Articles | Volume 13, issue 1
Nat. Hazards Earth Syst. Sci., 13, 177–185, 2013
https://doi.org/10.5194/nhess-13-177-2013
Nat. Hazards Earth Syst. Sci., 13, 177–185, 2013
https://doi.org/10.5194/nhess-13-177-2013

Research article 28 Jan 2013

Research article | 28 Jan 2013

Evidence of non-extensivity in the seismicity observed during the 2011–2012 unrest at the Santorini volcanic complex, Greece

F. Vallianatos1,2, G. Michas2, G. Papadakis2, and A. Tzanis3 F. Vallianatos et al.
  • 1Laboratory of Geophysics and Seismology, Technological Educational Institute of Crete, Chania, 73133 Crete, Greece
  • 2Institute for Risk and Disaster Reduction, University College London, Gower Street, London, WC1E 6BT, UK
  • 3Department of Geophysics and Geothermy, University of Athens, Panepistimiopoli, 15784 Zografou, Greece

Abstract.
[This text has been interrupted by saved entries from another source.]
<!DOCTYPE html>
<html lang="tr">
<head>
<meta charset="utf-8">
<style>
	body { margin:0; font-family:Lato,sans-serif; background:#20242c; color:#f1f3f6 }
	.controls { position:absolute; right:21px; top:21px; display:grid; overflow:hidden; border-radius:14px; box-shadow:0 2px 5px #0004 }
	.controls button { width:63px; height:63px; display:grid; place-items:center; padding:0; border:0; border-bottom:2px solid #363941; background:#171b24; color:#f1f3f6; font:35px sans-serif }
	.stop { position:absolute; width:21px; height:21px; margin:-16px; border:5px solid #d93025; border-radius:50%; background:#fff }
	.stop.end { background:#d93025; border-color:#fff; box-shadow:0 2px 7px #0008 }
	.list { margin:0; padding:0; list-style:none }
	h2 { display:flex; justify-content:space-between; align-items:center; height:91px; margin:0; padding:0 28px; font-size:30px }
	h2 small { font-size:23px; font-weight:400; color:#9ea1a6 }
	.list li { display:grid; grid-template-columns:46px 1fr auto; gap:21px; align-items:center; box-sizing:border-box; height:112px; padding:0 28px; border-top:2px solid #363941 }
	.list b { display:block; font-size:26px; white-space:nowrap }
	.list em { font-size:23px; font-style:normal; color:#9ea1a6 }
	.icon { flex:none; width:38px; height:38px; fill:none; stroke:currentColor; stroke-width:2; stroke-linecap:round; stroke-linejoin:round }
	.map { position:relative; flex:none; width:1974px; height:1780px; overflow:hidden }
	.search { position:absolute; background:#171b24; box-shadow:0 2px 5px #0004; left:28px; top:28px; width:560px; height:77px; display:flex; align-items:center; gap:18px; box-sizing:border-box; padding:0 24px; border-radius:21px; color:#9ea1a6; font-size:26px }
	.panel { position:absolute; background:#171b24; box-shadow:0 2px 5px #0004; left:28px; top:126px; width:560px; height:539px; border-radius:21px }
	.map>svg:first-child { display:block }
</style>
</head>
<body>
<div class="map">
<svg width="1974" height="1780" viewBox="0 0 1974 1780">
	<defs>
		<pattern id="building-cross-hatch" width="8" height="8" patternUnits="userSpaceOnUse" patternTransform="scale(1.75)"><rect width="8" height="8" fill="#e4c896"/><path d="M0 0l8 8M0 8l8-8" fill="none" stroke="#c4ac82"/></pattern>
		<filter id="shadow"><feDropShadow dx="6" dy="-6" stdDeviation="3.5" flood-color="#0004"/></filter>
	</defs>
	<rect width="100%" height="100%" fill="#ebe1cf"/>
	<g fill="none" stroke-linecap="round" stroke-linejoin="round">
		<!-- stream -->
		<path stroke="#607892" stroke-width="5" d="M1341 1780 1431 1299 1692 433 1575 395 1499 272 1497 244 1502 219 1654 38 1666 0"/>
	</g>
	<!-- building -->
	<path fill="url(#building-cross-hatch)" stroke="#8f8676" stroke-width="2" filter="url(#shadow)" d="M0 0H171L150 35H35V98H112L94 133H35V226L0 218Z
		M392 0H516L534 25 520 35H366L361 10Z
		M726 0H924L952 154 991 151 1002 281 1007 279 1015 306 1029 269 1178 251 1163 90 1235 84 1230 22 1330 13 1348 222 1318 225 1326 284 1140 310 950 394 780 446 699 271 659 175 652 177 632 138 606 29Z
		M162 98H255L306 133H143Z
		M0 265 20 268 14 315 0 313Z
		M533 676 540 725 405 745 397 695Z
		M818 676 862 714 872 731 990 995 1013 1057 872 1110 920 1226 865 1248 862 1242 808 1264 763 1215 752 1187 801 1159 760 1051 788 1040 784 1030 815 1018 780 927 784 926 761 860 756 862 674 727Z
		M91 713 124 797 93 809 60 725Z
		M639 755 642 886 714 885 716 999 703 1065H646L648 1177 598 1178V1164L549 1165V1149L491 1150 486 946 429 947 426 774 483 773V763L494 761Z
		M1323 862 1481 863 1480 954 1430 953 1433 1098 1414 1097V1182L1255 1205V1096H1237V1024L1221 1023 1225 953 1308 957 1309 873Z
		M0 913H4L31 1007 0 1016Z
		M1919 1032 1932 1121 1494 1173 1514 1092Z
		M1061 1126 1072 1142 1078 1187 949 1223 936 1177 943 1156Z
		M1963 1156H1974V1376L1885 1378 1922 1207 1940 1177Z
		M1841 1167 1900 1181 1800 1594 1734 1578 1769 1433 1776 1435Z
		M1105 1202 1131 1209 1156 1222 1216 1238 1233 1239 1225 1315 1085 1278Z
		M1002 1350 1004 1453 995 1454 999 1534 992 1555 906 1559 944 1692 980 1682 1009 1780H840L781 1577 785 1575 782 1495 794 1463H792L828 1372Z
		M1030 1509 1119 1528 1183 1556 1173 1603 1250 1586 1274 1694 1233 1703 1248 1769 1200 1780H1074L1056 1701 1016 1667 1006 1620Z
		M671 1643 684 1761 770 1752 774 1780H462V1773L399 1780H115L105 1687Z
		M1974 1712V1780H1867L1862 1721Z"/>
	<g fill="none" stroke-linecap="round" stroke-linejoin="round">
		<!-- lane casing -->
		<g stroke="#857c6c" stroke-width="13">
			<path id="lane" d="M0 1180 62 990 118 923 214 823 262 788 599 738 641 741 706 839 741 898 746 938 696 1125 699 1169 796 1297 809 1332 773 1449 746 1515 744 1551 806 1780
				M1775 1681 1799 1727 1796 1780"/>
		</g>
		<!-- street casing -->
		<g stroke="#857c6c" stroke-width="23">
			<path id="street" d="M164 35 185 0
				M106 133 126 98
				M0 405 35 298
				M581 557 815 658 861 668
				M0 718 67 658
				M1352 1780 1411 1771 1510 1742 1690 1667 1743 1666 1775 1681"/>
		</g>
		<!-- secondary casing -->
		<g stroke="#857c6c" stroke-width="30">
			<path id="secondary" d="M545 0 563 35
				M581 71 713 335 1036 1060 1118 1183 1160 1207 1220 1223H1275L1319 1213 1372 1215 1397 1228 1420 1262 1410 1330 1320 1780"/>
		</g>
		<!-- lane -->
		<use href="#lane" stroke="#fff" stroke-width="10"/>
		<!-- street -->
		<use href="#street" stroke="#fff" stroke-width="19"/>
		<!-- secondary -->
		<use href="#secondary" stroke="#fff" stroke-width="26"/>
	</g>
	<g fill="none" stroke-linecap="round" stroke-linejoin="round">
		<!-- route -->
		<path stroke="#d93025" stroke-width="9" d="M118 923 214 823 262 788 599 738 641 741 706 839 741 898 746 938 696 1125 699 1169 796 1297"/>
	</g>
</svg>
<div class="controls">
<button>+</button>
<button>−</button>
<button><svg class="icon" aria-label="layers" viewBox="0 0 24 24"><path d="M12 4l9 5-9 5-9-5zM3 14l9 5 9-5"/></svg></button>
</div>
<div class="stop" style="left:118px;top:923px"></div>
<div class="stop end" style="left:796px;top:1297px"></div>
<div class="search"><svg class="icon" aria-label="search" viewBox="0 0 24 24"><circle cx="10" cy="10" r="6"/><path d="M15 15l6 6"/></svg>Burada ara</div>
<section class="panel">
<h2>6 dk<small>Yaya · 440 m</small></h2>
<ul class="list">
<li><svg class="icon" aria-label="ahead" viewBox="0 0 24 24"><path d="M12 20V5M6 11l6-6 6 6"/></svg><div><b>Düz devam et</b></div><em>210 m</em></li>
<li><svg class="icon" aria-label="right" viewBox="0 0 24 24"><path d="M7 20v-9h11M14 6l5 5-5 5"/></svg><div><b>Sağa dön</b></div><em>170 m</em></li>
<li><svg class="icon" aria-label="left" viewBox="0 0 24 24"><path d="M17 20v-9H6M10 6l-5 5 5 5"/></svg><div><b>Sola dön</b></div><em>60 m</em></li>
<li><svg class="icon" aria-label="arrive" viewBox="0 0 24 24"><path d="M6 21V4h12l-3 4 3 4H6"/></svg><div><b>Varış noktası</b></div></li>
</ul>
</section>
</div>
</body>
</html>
During the period of October 2011–January 2012, an increase of earthquake activity has been observed in the volcanic complex of Santorini Island, Greece. Herein, the magnitude distribution of earthquakes as well as the temporal distribution of seismicity are studied. The statistics of both parameters exhibit complexity that is evident in the frequency-magnitude distribution and the inter-event time distribution, respectively. Because of this, we have used the analysis framework of non-extensive statistical physics (NESP), which seems suitable for studying complex systems. The observed inter-event time distribution for the swarm-like earthquake events, as well as the energy and the inter-event earthquake energy distributions for the observed seismicity can be successfully described with NESP, indicating the inherent complexity of the Santorini volcanic seismicity along with the applicability of the NESP concept to volcanic earthquake activity, where complex correlations exist.